» **Input records**
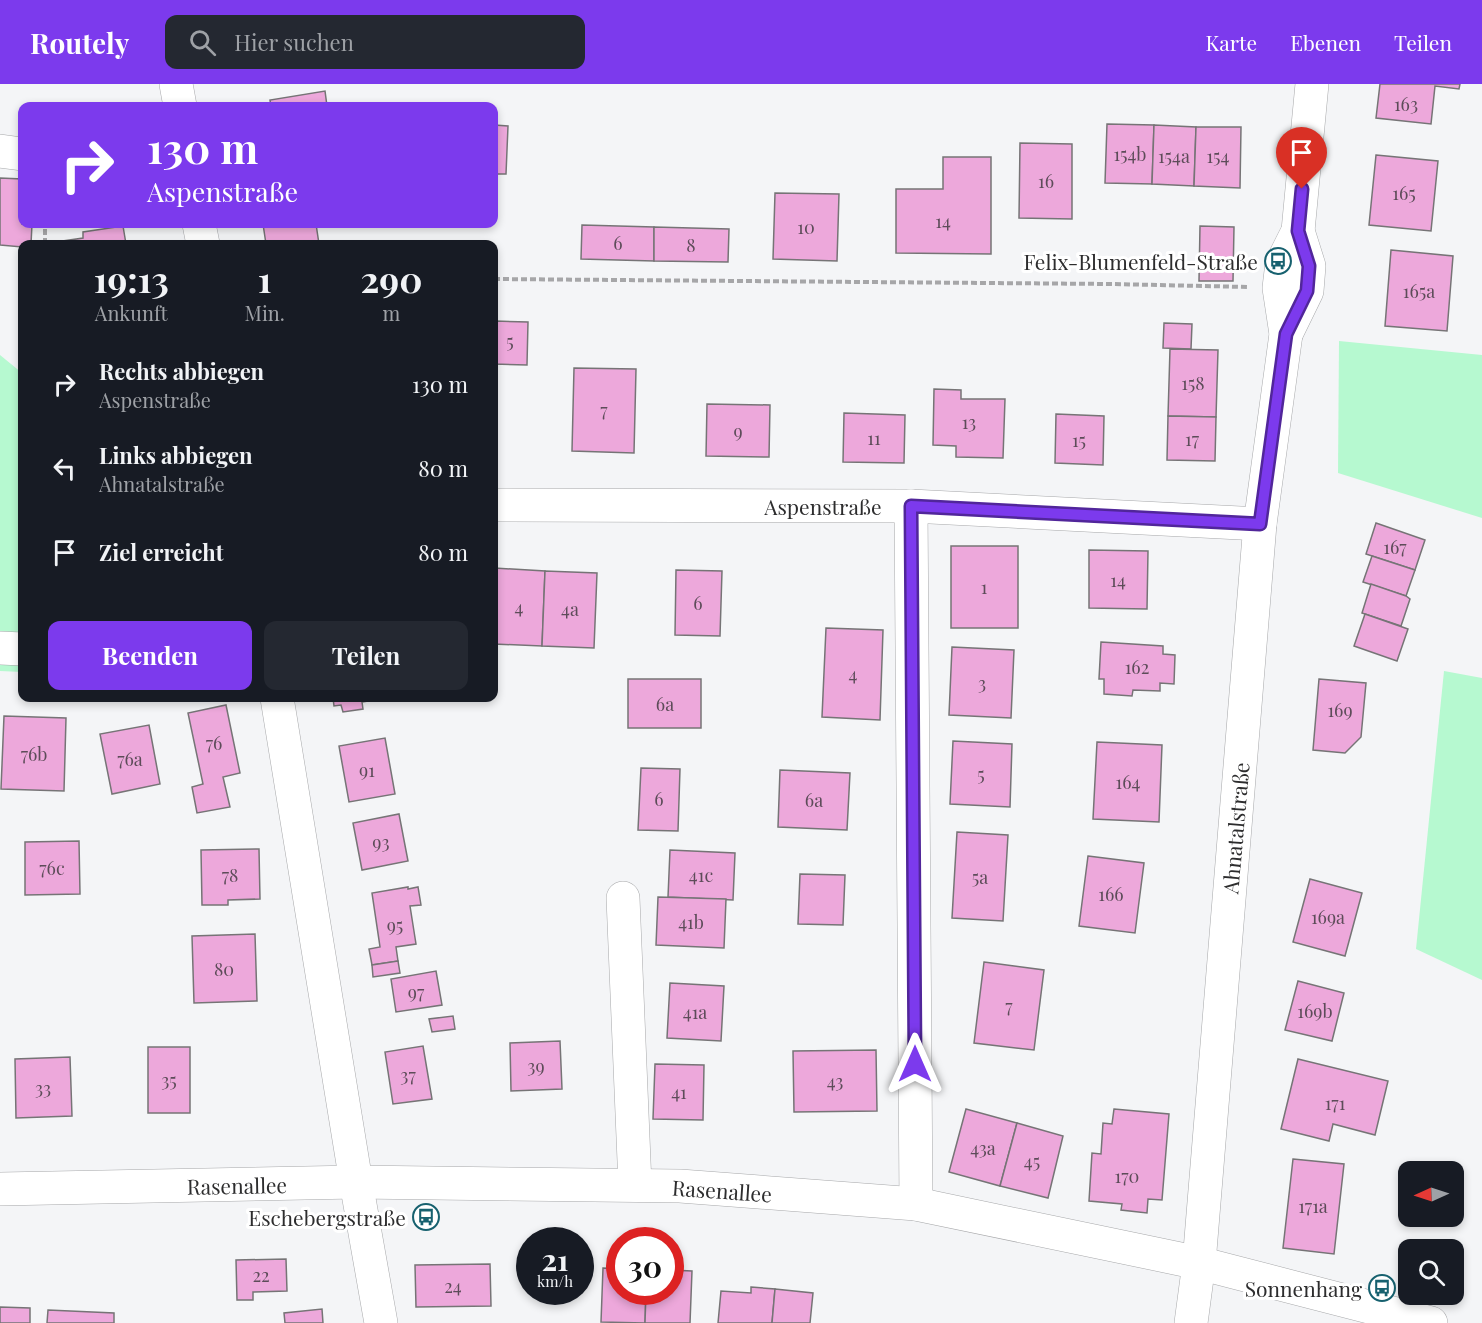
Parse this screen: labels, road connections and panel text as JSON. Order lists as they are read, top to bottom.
{
  "streets": {
    "street": ["Aspenstraße", "Ahnatalstraße", "Rasenallee"]
  },
  "crossings": [
    ["Aspenstraße", "Ahnatalstraße"],
    ["Ahnatalstraße", "Rasenallee"]
  ],
  "places": {
    "bus stop": ["Felix-Blumenfeld-Straße", "Eschebergstraße", "Sonnenhang"]
  },
  "house_numbers": [
    "163",
    "154b",
    "154a",
    "154",
    "16",
    "165",
    "14",
    "10",
    "6",
    "8",
    "165a",
    "5",
    "158",
    "7",
    "13",
    "9",
    "11",
    "17",
    "15",
    "167",
    "14",
    "1",
    "6",
    "4",
    "4a",
    "162",
    "4",
    "3",
    "6a",
    "169",
    "76",
    "76b",
    "76a",
    "91",
    "5",
    "164",
    "6",
    "6a",
    "93",
    "76c",
    "78",
    "41c",
    "5a",
    "166",
    "169a",
    "41b",
    "95",
    "80",
    "97",
    "7",
    "169b",
    "41a",
    "39",
    "37",
    "35",
    "43",
    "33",
    "41",
    "171",
    "43a",
    "45",
    "170",
    "171a",
    "22",
    "24"
  ],
  "north": "left",
  "page": {
    "header": "Routely",
    "search": "Hier suchen",
    "nav": ["Karte", "Ebenen", "Teilen"],
    "turn": ["130 m", "Aspenstraße"],
    "eta": [
      "19:13",
      "Ankunft",
      "1",
      "Min.",
      "290",
      "m"
    ],
    "list": [
      {
        "name": "Rechts abbiegen",
        "note": "Aspenstraße",
        "value": "130 m"
      },
      {
        "name": "Links abbiegen",
        "note": "Ahnatalstraße",
        "value": "80 m"
      },
      {
        "name": "Ziel erreicht",
        "value": "80 m"
      }
    ],
    "buttons": ["Beenden", "Teilen"],
    "speed": "21 km/h",
    "limit": "30"
  }
}
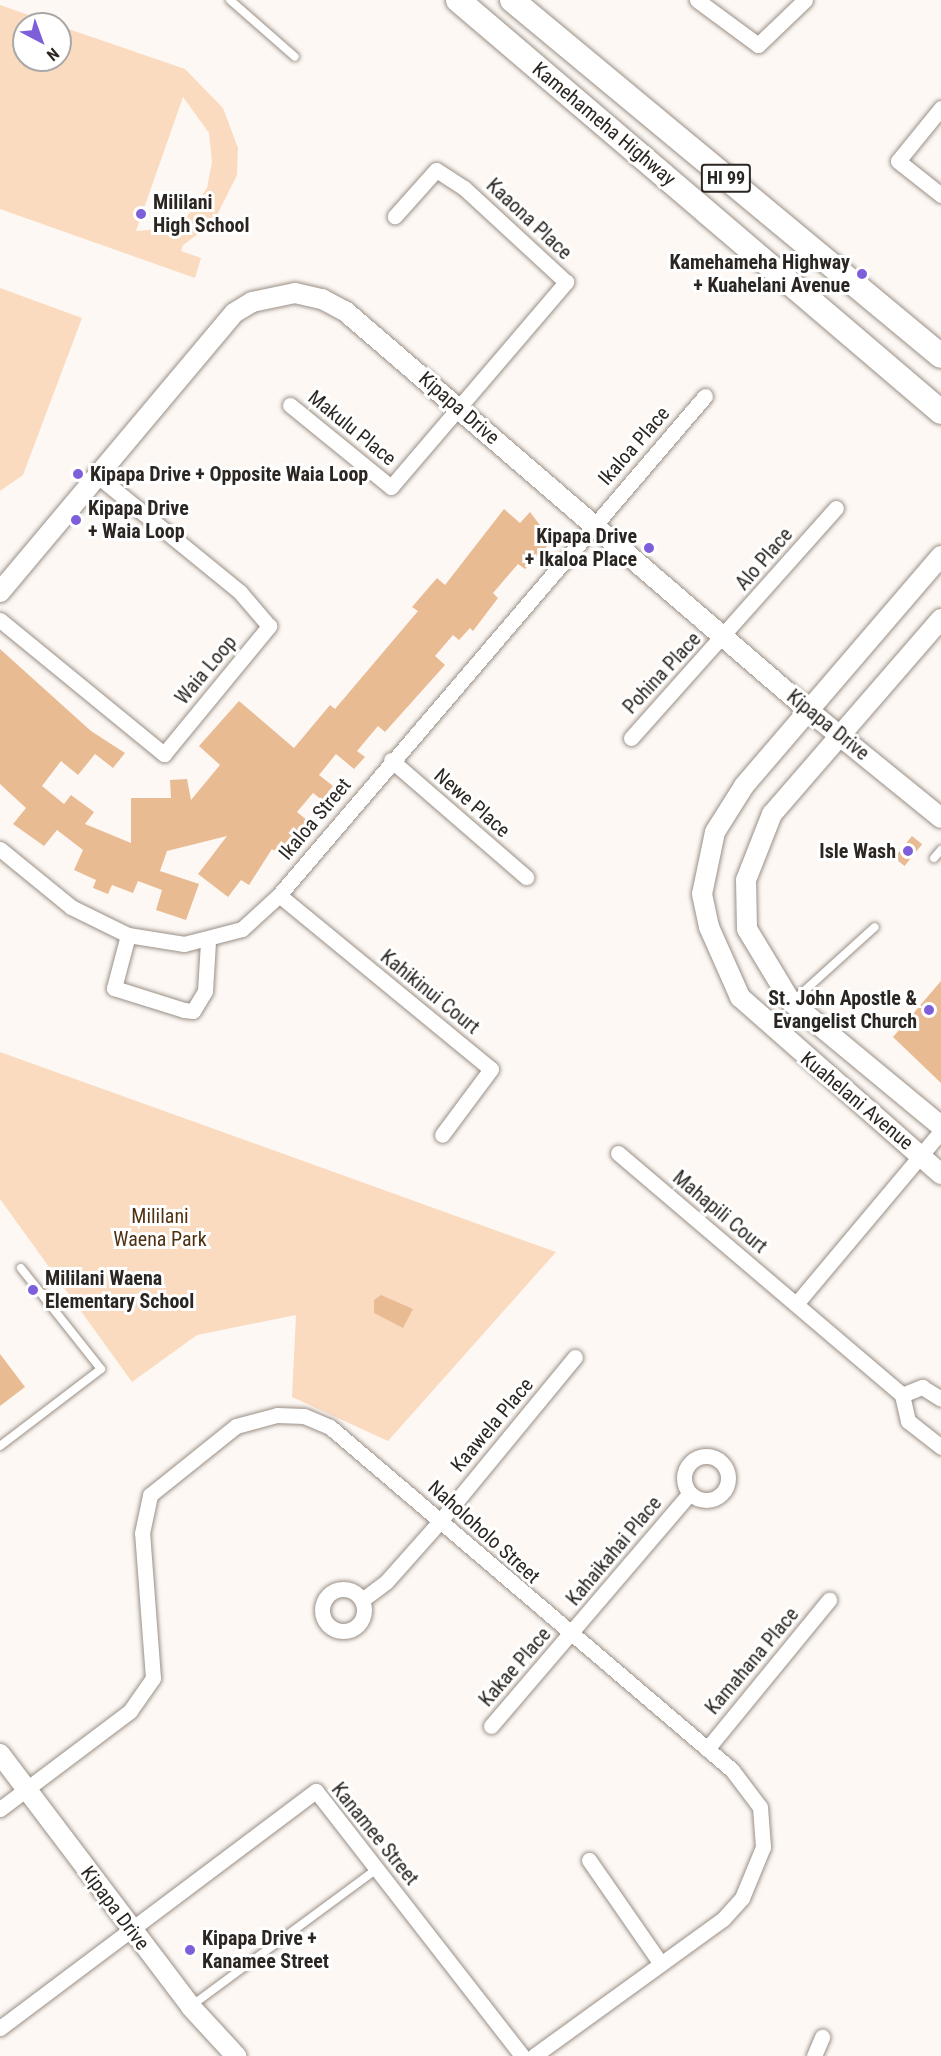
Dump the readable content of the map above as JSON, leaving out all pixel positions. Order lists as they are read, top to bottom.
{
  "streets": {
    "main road": ["Kamehameha Highway", "HI 99"],
    "street": [
      "Kaaona Place",
      "Kipapa Drive",
      "Makulu Place",
      "Ikaloa Place",
      "Alo Place",
      "Waia Loop",
      "Pohina Place",
      "Newe Place",
      "Ikaloa Street",
      "Kahikinui Court",
      "Kuahelani Avenue",
      "Mahapili Court",
      "Kaawela Place",
      "Naholoholo Street",
      "Kahaikahai Place",
      "Kamahana Place",
      "Kakae Place",
      "Kanamee Street"
    ]
  },
  "crossings": [
    ["Kaaona Place", "Kipapa Drive"],
    ["Kaaona Place", "Makulu Place"],
    ["Kipapa Drive", "Makulu Place"],
    ["Kipapa Drive", "Ikaloa Place"],
    ["Kipapa Drive", "Alo Place"],
    ["Kipapa Drive", "Waia Loop"],
    ["Kipapa Drive", "Pohina Place"],
    ["Kipapa Drive", "Ikaloa Street"],
    ["Kipapa Drive", "Kuahelani Avenue"],
    ["Kipapa Drive", "Naholoholo Street"],
    ["Kipapa Drive", "Kanamee Street"],
    ["Ikaloa Place", "Ikaloa Street"],
    ["Alo Place", "Pohina Place"],
    ["Newe Place", "Ikaloa Street"],
    ["Ikaloa Street", "Kahikinui Court"],
    ["Kaawela Place", "Naholoholo Street"],
    ["Naholoholo Street", "Kahaikahai Place"],
    ["Naholoholo Street", "Kamahana Place"],
    ["Naholoholo Street", "Kakae Place"],
    ["Kahaikahai Place", "Kakae Place"]
  ],
  "parks": ["Mililani Waena Park"],
  "places": [
    "Mililani High School",
    "Kamehameha Highway + Kuahelani Avenue",
    "Kipapa Drive + Opposite Waia Loop",
    "Kipapa Drive + Waia Loop",
    "Kipapa Drive + Ikaloa Place",
    "Isle Wash",
    "St. John Apostle & Evangelist Church",
    "Mililani Waena Elementary School",
    "Kipapa Drive + Kanamee Street"
  ],
  "north": "bottom right"
}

» **Work order**
What you return should match the entries word for word, pictures aside.

» **Written reply**
Parse this screen: labels, road connections and panel text as JSON. Order lists as they are read, top to bottom.
{
  "streets": {
    "street": ["Aspenstraße", "Ahnatalstraße", "Rasenallee"]
  },
  "crossings": [
    ["Aspenstraße", "Ahnatalstraße"],
    ["Ahnatalstraße", "Rasenallee"]
  ],
  "places": {
    "bus stop": ["Felix-Blumenfeld-Straße", "Eschebergstraße", "Sonnenhang"]
  },
  "house_numbers": [
    "163",
    "154b",
    "154a",
    "154",
    "16",
    "165",
    "14",
    "10",
    "6",
    "8",
    "165a",
    "5",
    "158",
    "7",
    "13",
    "9",
    "11",
    "17",
    "15",
    "167",
    "14",
    "1",
    "6",
    "4",
    "4a",
    "162",
    "4",
    "3",
    "6a",
    "169",
    "76",
    "76b",
    "76a",
    "91",
    "5",
    "164",
    "6",
    "6a",
    "93",
    "76c",
    "78",
    "41c",
    "5a",
    "166",
    "169a",
    "41b",
    "95",
    "80",
    "97",
    "7",
    "169b",
    "41a",
    "39",
    "37",
    "35",
    "43",
    "33",
    "41",
    "171",
    "43a",
    "45",
    "170",
    "171a",
    "22",
    "24"
  ],
  "north": "left",
  "page": {
    "header": "Routely",
    "search": "Hier suchen",
    "nav": ["Karte", "Ebenen", "Teilen"],
    "turn": ["130 m", "Aspenstraße"],
    "eta": [
      "19:13",
      "Ankunft",
      "1",
      "Min.",
      "290",
      "m"
    ],
    "list": [
      {
        "name": "Rechts abbiegen",
        "note": "Aspenstraße",
        "value": "130 m"
      },
      {
        "name": "Links abbiegen",
        "note": "Ahnatalstraße",
        "value": "80 m"
      },
      {
        "name": "Ziel erreicht",
        "value": "80 m"
      }
    ],
    "buttons": ["Beenden", "Teilen"],
    "speed": "21 km/h",
    "limit": "30"
  }
}
Dump the readable content of the map above as JSON, leaving out all pixel positions. Order lists as they are read, top to bottom.
{
  "streets": {
    "main road": ["Kamehameha Highway", "HI 99"],
    "street": [
      "Kaaona Place",
      "Kipapa Drive",
      "Makulu Place",
      "Ikaloa Place",
      "Alo Place",
      "Waia Loop",
      "Pohina Place",
      "Newe Place",
      "Ikaloa Street",
      "Kahikinui Court",
      "Kuahelani Avenue",
      "Mahapili Court",
      "Kaawela Place",
      "Naholoholo Street",
      "Kahaikahai Place",
      "Kamahana Place",
      "Kakae Place",
      "Kanamee Street"
    ]
  },
  "crossings": [
    ["Kaaona Place", "Kipapa Drive"],
    ["Kaaona Place", "Makulu Place"],
    ["Kipapa Drive", "Makulu Place"],
    ["Kipapa Drive", "Ikaloa Place"],
    ["Kipapa Drive", "Alo Place"],
    ["Kipapa Drive", "Waia Loop"],
    ["Kipapa Drive", "Pohina Place"],
    ["Kipapa Drive", "Ikaloa Street"],
    ["Kipapa Drive", "Kuahelani Avenue"],
    ["Kipapa Drive", "Naholoholo Street"],
    ["Kipapa Drive", "Kanamee Street"],
    ["Ikaloa Place", "Ikaloa Street"],
    ["Alo Place", "Pohina Place"],
    ["Newe Place", "Ikaloa Street"],
    ["Ikaloa Street", "Kahikinui Court"],
    ["Kaawela Place", "Naholoholo Street"],
    ["Naholoholo Street", "Kahaikahai Place"],
    ["Naholoholo Street", "Kamahana Place"],
    ["Naholoholo Street", "Kakae Place"],
    ["Kahaikahai Place", "Kakae Place"]
  ],
  "parks": ["Mililani Waena Park"],
  "places": [
    "Mililani High School",
    "Kamehameha Highway + Kuahelani Avenue",
    "Kipapa Drive + Opposite Waia Loop",
    "Kipapa Drive + Waia Loop",
    "Kipapa Drive + Ikaloa Place",
    "Isle Wash",
    "St. John Apostle & Evangelist Church",
    "Mililani Waena Elementary School",
    "Kipapa Drive + Kanamee Street"
  ],
  "north": "bottom right"
}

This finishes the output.